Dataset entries
•••

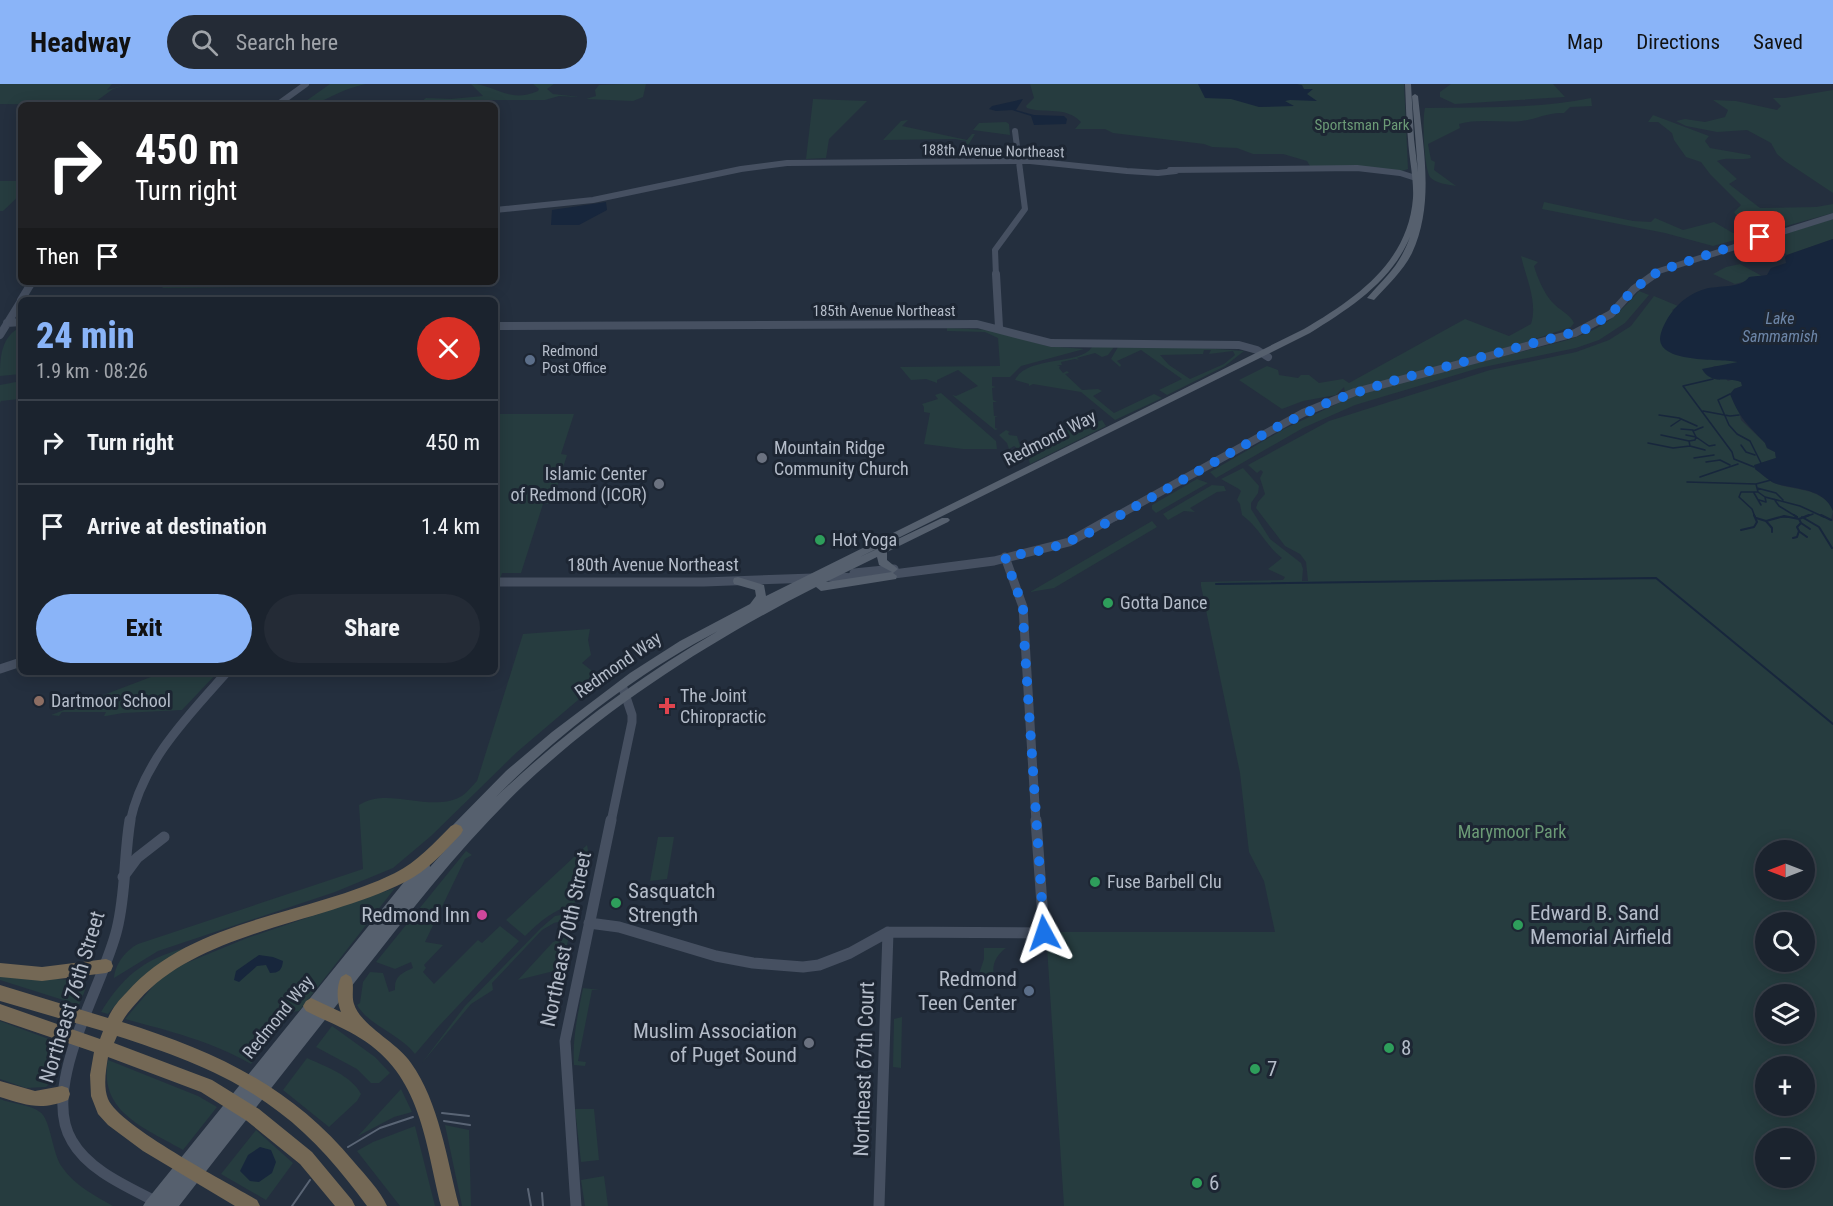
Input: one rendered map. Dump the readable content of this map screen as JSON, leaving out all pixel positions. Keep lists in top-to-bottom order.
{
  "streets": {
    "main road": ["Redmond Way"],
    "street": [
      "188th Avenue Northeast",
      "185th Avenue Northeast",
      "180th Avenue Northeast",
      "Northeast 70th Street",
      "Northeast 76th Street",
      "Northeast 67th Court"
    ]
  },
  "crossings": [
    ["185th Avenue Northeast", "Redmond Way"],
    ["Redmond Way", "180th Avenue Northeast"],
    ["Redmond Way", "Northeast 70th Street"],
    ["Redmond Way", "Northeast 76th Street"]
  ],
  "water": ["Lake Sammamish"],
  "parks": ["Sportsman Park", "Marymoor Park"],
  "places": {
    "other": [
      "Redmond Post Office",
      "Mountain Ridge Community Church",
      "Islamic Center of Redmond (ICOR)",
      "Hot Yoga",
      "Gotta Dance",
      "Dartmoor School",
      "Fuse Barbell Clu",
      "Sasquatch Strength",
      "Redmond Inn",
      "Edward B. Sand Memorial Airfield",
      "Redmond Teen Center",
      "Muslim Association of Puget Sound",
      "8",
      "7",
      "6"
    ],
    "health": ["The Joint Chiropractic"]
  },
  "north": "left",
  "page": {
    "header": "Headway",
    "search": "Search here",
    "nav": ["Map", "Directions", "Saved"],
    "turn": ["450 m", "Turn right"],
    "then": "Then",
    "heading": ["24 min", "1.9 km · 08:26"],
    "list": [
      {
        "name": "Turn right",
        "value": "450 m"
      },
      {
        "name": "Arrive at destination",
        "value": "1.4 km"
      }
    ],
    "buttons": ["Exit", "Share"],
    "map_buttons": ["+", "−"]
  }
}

•••

Task to carry out: Each entry above should be restated word for word, though no picture may appear in the copy.

Completed task:
Input: one rendered map. Dump the readable content of this map screen as JSON, leaving out all pixel positions. Keep lists in top-to-bottom order.
{
  "streets": {
    "main road": ["Redmond Way"],
    "street": [
      "188th Avenue Northeast",
      "185th Avenue Northeast",
      "180th Avenue Northeast",
      "Northeast 70th Street",
      "Northeast 76th Street",
      "Northeast 67th Court"
    ]
  },
  "crossings": [
    ["185th Avenue Northeast", "Redmond Way"],
    ["Redmond Way", "180th Avenue Northeast"],
    ["Redmond Way", "Northeast 70th Street"],
    ["Redmond Way", "Northeast 76th Street"]
  ],
  "water": ["Lake Sammamish"],
  "parks": ["Sportsman Park", "Marymoor Park"],
  "places": {
    "other": [
      "Redmond Post Office",
      "Mountain Ridge Community Church",
      "Islamic Center of Redmond (ICOR)",
      "Hot Yoga",
      "Gotta Dance",
      "Dartmoor School",
      "Fuse Barbell Clu",
      "Sasquatch Strength",
      "Redmond Inn",
      "Edward B. Sand Memorial Airfield",
      "Redmond Teen Center",
      "Muslim Association of Puget Sound",
      "8",
      "7",
      "6"
    ],
    "health": ["The Joint Chiropractic"]
  },
  "north": "left",
  "page": {
    "header": "Headway",
    "search": "Search here",
    "nav": ["Map", "Directions", "Saved"],
    "turn": ["450 m", "Turn right"],
    "then": "Then",
    "heading": ["24 min", "1.9 km · 08:26"],
    "list": [
      {
        "name": "Turn right",
        "value": "450 m"
      },
      {
        "name": "Arrive at destination",
        "value": "1.4 km"
      }
    ],
    "buttons": ["Exit", "Share"],
    "map_buttons": ["+", "−"]
  }
}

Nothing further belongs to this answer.